━━━ DATA FOR REVIEW ━━━

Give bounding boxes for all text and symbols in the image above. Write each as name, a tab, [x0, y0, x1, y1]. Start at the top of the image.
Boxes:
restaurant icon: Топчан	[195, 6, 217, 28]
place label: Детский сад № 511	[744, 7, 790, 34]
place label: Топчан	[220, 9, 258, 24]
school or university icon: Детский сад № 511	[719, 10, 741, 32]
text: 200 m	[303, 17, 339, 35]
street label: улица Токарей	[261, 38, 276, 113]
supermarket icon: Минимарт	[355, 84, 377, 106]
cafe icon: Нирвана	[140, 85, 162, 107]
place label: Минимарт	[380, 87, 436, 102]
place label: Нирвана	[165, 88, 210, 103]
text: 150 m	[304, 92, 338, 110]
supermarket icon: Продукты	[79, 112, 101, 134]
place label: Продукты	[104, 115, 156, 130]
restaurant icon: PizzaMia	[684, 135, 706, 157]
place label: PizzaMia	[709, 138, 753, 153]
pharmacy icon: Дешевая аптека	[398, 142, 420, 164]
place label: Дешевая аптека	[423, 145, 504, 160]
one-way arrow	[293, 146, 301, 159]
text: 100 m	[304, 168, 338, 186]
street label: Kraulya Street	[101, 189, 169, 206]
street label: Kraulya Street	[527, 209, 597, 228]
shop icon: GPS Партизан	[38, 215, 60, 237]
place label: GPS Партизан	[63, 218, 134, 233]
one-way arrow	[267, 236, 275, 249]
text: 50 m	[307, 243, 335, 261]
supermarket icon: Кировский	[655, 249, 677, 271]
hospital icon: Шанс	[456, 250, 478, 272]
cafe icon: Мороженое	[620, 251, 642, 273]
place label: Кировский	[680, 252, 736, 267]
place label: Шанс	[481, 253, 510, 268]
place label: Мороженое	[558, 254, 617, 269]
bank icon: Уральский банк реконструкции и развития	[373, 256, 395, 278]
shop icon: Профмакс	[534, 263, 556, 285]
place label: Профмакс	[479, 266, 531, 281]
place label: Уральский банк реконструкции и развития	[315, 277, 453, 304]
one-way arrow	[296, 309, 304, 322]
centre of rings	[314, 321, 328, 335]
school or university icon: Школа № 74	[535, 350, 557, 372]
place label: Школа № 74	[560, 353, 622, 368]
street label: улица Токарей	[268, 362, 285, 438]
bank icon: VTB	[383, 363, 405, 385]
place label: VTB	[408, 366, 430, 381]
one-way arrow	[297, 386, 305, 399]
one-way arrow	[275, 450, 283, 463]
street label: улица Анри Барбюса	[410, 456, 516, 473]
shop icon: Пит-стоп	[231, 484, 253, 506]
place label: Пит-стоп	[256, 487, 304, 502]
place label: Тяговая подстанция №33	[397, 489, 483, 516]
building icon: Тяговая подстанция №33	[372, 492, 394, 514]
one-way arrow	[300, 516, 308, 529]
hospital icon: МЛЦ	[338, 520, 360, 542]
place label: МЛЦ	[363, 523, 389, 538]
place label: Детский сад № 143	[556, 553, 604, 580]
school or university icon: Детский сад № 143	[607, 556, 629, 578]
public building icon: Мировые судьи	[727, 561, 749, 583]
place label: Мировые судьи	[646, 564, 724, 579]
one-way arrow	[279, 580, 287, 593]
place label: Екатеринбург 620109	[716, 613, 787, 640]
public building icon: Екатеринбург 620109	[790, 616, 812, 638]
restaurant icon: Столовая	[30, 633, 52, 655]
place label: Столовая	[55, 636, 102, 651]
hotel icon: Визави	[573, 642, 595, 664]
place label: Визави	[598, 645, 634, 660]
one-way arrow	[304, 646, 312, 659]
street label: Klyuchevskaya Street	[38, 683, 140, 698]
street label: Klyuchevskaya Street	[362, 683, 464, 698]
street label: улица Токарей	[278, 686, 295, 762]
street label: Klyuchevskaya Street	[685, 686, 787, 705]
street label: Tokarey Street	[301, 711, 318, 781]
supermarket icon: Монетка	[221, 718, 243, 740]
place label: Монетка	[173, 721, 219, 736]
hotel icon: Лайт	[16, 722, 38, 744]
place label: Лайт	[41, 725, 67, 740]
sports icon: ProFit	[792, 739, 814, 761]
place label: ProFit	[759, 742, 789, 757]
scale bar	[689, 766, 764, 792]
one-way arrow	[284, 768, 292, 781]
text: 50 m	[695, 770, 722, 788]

━━━

• WHAT IS EXPECTED
With "shop" as the string to find, copy every line of the records that holds it.

• TASK ANSWER
shop icon: GPS Партизан	[38, 215, 60, 237]
shop icon: Профмакс	[534, 263, 556, 285]
shop icon: Пит-стоп	[231, 484, 253, 506]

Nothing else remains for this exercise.